In this notebook, we explore the application of Hidden Markov Models (HMM) in predicting heart disease risk based on DNA sequences. Heart disease is a prevalent and life-threatening condition, and early detection is crucial for effective management. By leveraging HMM, we aim to identify regions within DNA sequences associated with high and low GC content, which have been linked to heart disease susceptibility.


# Hidden Markov Models (HMM) (40 points)

Hidden Markov Models are probabilistic models widely used in sequential data analysis, particularly in bioinformatics. They are characterized by states, transitions between states, and emission probabilities associated with each state. In our context, the states represent the underlying biological characteristics of DNA sequences, while the emission probabilities signify the likelihood of observing specific nucleotides given each state.

To facilitate our heart disease classification, we'll implement a custom Hidden Markov Model (HMM) class in Python.

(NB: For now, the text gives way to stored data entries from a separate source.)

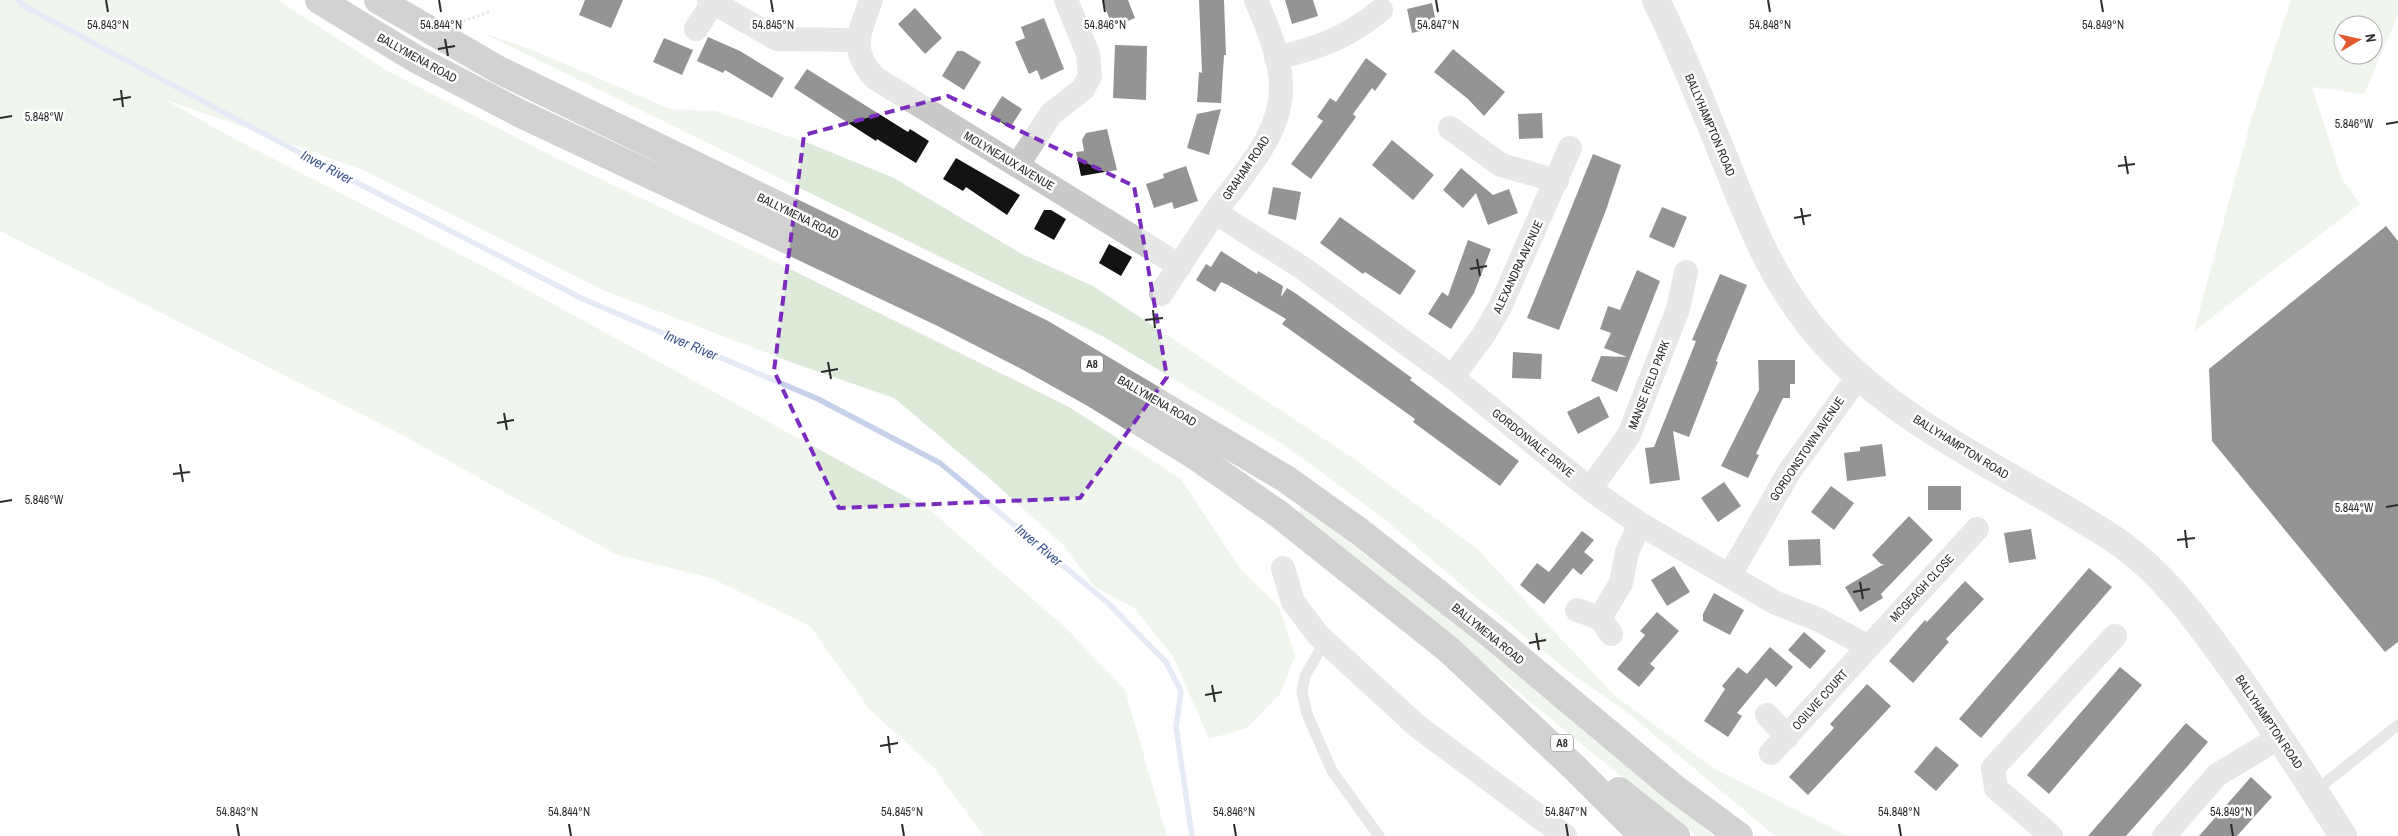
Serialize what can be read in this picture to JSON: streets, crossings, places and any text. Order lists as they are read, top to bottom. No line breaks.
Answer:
{"streets":{"highway":["BALLYMENA ROAD","A8"],"street":["BALLYHAMPTON ROAD","MOLYNEAUX AVENUE","GRAHAM ROAD","ALEXANDRA AVENUE","MANSE FIELD PARK","GORDONVALE DRIVE","GORDONSTOWN AVENUE","MCGEAGH CLOSE","OGILVIE COURT"]},"crossings":[["BALLYMENA ROAD","A8"],["BALLYHAMPTON ROAD","GORDONSTOWN AVENUE"],["MOLYNEAUX AVENUE","GRAHAM ROAD"],["GRAHAM ROAD","GORDONVALE DRIVE"],["ALEXANDRA AVENUE","GORDONVALE DRIVE"],["MANSE FIELD PARK","GORDONVALE DRIVE"],["GORDONVALE DRIVE","GORDONSTOWN AVENUE"],["GORDONVALE DRIVE","MCGEAGH CLOSE"],["GORDONVALE DRIVE","OGILVIE COURT"],["MCGEAGH CLOSE","OGILVIE COURT"]],"water":["Inver River"],"north":"right","coordinates":["54.843°N","54.844°N","54.845°N","54.846°N","54.847°N","54.849°N","54.848°N","5.848°W","5.846°W","5.844°W"]}
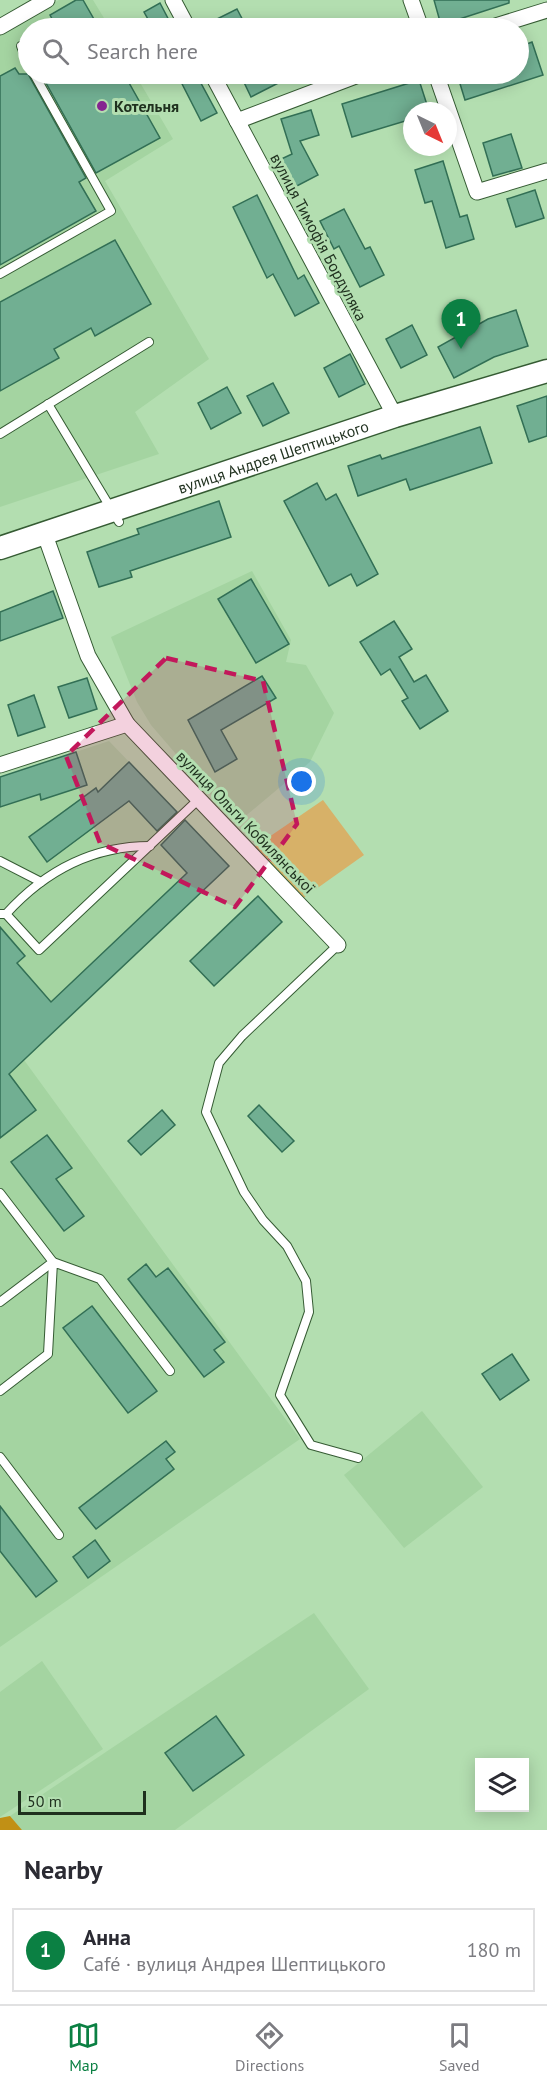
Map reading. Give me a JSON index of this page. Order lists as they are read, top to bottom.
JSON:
{
  "streets": {
    "main road": ["вулиця Андрея Шептицького"],
    "street": ["вулиця Тимофія Бордуляка", "вулиця Ольги Кобилянської"]
  },
  "crossings": [
    ["вулиця Тимофія Бордуляка", "вулиця Андрея Шептицького"],
    ["вулиця Андрея Шептицького", "вулиця Ольги Кобилянської"]
  ],
  "places": ["Котельня"],
  "scale_bar": "50 m",
  "north": "bottom right",
  "page": {
    "search": "Search here",
    "pins": "1",
    "scale": "50 m",
    "heading": "Nearby",
    "list": [
      {
        "mark": "1",
        "name": "Анна",
        "note": "Café · вулиця Андрея Шептицького",
        "value": "180 m"
      }
    ],
    "nav": ["Map", "Directions", "Saved"]
  }
}
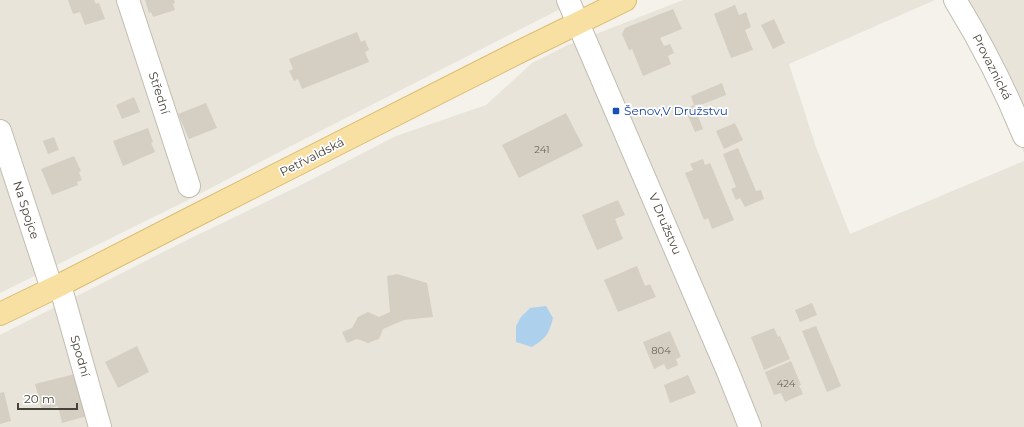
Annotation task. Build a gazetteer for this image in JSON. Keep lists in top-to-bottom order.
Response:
{
  "streets": {
    "main road": ["Petřvaldská"],
    "street": [
      "Provaznická",
      "Střední",
      "Na Spojce",
      "V Družstvu",
      "Spodní"
    ]
  },
  "crossings": [
    ["Petřvaldská", "Na Spojce"],
    ["Petřvaldská", "V Družstvu"],
    ["Petřvaldská", "Spodní"],
    ["Na Spojce", "Spodní"]
  ],
  "places": {
    "transit": ["Šenov,V Družstvu"]
  },
  "house_numbers": ["241", "804", "424"],
  "scale_bar": "20 m"
}
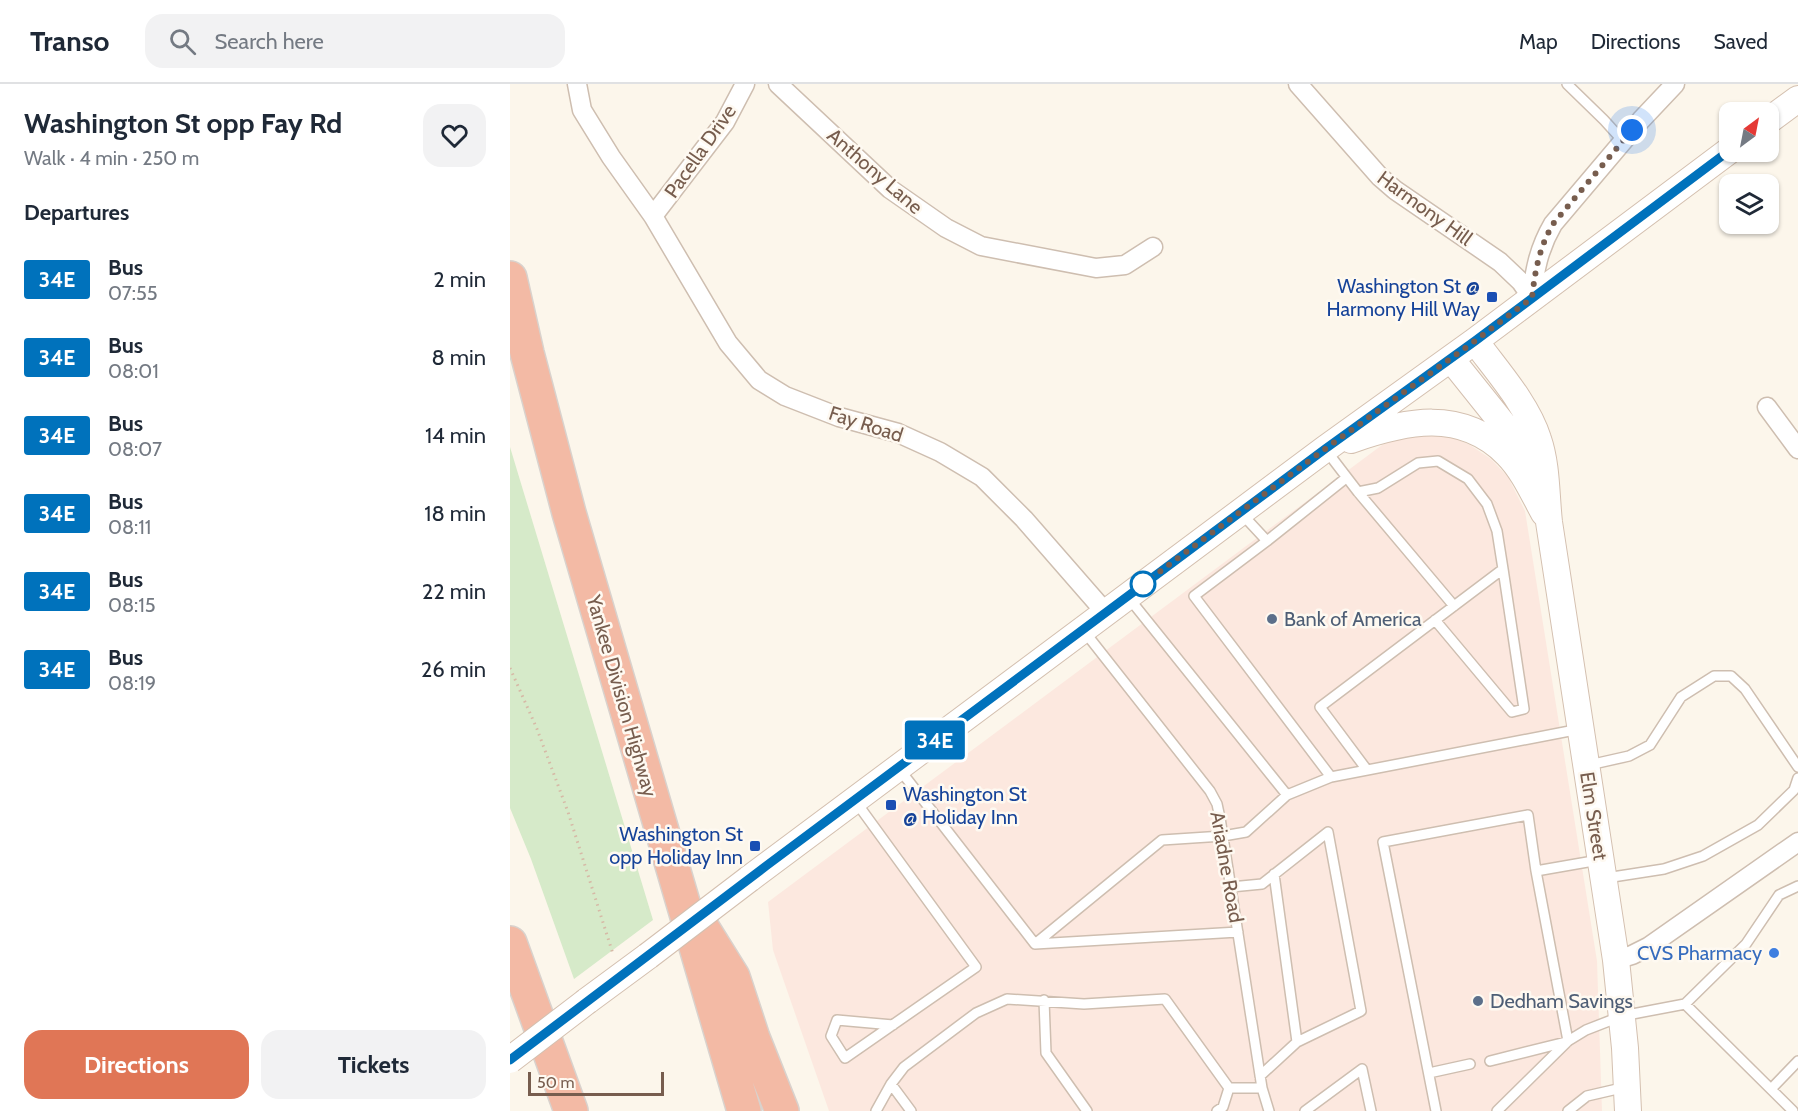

This class will include the Viterbi and Forward algorithms.

In [72]:
class HMM:
    def __init__(self, states: list, emissions: list, start_probabilities: list, transition_probabilities: list):
        self.states = states
        self.state_labels = {i: state for i, state in enumerate(states)}
        self.emissions = emissions
        self.start_probabilities = start_probabilities
        self.transition_probabilities = transition_probabilities

    def viterbi(self, sequence: str) -> tuple:
        '''
        This method performs the Viterbi algorithm within the Hidden Markov Model (HMM) class to predict the most likely sequence of hidden states given an observed sequence, such as a DNA sequence.

        Parameters:
        - sequence: The observed sequence for which the most likely hidden state sequence is to be predicted.

        Returns:
        - path: The predicted sequence of hidden states corresponding to the input sequence.
        - max_probability: The maximum probability associated with the predicted path.
        '''
        # TODO
        o = len(sequence)
        V = [{} for i in range(o)]
        paths = {}

        for state_label in self.state_labels:
          V[0][state_label] = self.start_probabilities[state_label] * self.emissions[state_label][sequence[0]]
          paths[state_label] = self.states[state_label]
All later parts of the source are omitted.